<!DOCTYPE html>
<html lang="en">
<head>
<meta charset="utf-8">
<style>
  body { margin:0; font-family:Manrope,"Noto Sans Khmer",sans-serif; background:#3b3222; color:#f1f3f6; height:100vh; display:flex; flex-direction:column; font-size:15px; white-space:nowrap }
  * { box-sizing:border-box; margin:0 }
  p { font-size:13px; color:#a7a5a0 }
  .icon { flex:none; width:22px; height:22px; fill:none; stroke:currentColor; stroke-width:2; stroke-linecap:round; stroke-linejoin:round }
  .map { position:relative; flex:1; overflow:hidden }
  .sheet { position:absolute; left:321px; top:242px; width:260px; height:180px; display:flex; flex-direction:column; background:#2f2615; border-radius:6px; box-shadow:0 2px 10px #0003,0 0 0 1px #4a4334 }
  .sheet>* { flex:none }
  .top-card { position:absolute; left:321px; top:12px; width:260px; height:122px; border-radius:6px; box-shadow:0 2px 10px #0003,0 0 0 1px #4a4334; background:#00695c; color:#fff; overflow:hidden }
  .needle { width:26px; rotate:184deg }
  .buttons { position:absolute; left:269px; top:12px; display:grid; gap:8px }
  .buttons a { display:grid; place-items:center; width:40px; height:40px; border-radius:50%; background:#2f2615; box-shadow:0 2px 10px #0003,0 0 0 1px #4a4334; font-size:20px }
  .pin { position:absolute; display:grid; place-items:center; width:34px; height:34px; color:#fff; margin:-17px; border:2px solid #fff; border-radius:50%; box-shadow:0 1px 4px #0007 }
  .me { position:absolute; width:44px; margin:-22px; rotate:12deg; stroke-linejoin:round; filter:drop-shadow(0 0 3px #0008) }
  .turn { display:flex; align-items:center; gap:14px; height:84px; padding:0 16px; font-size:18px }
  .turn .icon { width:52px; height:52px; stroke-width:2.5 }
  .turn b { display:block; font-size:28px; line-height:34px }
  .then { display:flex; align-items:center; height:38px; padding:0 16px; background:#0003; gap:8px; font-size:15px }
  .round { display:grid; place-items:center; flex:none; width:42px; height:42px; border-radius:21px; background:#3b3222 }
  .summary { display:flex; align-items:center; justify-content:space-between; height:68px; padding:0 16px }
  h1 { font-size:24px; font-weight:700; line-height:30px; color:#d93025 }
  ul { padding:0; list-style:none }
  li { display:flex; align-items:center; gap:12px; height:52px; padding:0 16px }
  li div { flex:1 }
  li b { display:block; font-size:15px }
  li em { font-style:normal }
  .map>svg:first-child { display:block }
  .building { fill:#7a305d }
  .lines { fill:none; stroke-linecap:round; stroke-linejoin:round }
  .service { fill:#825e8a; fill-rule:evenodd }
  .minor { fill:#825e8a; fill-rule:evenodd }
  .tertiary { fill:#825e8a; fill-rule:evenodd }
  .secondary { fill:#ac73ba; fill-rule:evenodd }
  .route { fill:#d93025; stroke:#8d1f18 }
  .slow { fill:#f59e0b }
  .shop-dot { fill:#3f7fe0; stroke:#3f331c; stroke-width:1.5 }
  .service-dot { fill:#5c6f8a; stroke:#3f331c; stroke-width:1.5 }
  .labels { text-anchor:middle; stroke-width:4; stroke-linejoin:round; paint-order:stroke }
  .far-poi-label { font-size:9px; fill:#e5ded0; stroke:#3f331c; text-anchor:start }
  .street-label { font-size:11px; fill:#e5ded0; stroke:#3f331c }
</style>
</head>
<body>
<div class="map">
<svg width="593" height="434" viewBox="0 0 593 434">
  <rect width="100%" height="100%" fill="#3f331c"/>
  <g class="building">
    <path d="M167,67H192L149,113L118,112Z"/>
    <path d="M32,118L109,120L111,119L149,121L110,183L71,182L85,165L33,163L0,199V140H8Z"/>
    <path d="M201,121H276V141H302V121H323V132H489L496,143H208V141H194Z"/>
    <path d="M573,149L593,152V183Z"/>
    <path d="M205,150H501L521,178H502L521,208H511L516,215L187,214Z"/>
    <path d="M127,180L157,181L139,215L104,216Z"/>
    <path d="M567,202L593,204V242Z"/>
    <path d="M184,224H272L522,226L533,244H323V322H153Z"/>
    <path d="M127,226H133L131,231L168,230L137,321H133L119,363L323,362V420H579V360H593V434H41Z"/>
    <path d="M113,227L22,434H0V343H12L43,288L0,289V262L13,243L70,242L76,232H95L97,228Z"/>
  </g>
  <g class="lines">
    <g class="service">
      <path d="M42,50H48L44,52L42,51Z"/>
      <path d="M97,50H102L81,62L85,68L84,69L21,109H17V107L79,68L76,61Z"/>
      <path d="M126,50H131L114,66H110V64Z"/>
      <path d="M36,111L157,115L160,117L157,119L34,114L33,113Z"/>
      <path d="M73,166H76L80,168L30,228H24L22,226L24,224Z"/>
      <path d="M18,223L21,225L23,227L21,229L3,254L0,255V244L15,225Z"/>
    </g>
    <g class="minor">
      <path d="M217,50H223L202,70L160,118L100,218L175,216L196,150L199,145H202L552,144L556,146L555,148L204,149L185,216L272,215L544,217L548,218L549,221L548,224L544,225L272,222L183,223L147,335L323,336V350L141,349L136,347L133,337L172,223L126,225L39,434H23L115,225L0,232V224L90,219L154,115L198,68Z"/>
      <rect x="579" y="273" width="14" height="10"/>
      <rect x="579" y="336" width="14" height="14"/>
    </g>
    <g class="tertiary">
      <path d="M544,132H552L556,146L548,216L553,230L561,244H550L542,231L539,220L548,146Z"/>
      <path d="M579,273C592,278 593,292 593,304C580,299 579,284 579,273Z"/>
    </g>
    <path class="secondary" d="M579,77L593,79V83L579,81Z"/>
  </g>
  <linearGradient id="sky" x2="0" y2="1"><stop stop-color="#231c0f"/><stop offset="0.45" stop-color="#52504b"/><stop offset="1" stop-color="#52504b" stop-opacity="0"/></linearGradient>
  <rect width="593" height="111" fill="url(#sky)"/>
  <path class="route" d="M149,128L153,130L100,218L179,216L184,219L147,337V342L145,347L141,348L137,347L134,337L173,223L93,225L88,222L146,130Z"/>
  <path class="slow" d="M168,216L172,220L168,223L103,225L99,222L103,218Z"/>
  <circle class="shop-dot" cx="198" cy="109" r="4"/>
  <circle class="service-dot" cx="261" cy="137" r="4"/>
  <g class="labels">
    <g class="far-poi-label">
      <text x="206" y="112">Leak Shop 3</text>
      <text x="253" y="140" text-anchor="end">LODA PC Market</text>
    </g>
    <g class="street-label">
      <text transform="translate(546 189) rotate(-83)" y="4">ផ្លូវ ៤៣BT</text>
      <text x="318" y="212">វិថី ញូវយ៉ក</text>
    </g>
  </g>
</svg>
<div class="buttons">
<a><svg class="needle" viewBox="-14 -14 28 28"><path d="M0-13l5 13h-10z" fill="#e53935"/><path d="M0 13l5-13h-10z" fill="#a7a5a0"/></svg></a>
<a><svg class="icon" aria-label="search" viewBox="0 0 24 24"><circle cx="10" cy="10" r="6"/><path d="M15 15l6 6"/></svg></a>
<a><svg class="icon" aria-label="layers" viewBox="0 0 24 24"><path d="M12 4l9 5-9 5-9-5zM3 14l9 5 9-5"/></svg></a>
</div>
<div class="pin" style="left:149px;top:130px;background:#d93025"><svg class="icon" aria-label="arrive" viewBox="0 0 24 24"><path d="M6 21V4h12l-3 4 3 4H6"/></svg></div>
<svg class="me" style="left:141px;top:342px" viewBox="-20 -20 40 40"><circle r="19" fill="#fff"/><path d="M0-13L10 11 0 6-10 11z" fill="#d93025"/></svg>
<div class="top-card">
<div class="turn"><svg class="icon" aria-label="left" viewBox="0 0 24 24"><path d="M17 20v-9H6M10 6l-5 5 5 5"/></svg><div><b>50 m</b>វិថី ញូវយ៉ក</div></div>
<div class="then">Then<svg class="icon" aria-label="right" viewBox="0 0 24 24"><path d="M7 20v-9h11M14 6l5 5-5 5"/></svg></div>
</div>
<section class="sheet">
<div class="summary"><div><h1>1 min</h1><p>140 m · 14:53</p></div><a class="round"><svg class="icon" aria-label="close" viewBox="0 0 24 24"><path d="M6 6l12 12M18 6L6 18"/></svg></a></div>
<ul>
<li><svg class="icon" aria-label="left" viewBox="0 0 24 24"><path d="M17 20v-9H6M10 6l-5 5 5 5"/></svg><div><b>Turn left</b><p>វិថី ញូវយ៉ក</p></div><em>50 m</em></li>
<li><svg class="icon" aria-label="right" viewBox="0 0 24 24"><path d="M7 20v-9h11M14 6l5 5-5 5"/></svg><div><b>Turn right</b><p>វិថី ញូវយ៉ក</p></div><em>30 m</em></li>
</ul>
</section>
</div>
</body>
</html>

━━━━━━━━

Gather each line in the entries above where the string "overflow" is found.

  .map { position:relative; flex:1; overflow:hidden }
  .top-card { position:absolute; left:321px; top:12px; width:260px; height:122px; border-radius:6px; box-shadow:0 2px 10px #0003,0 0 0 1px #4a4334; background:#00695c; color:#fff; overflow:hidden }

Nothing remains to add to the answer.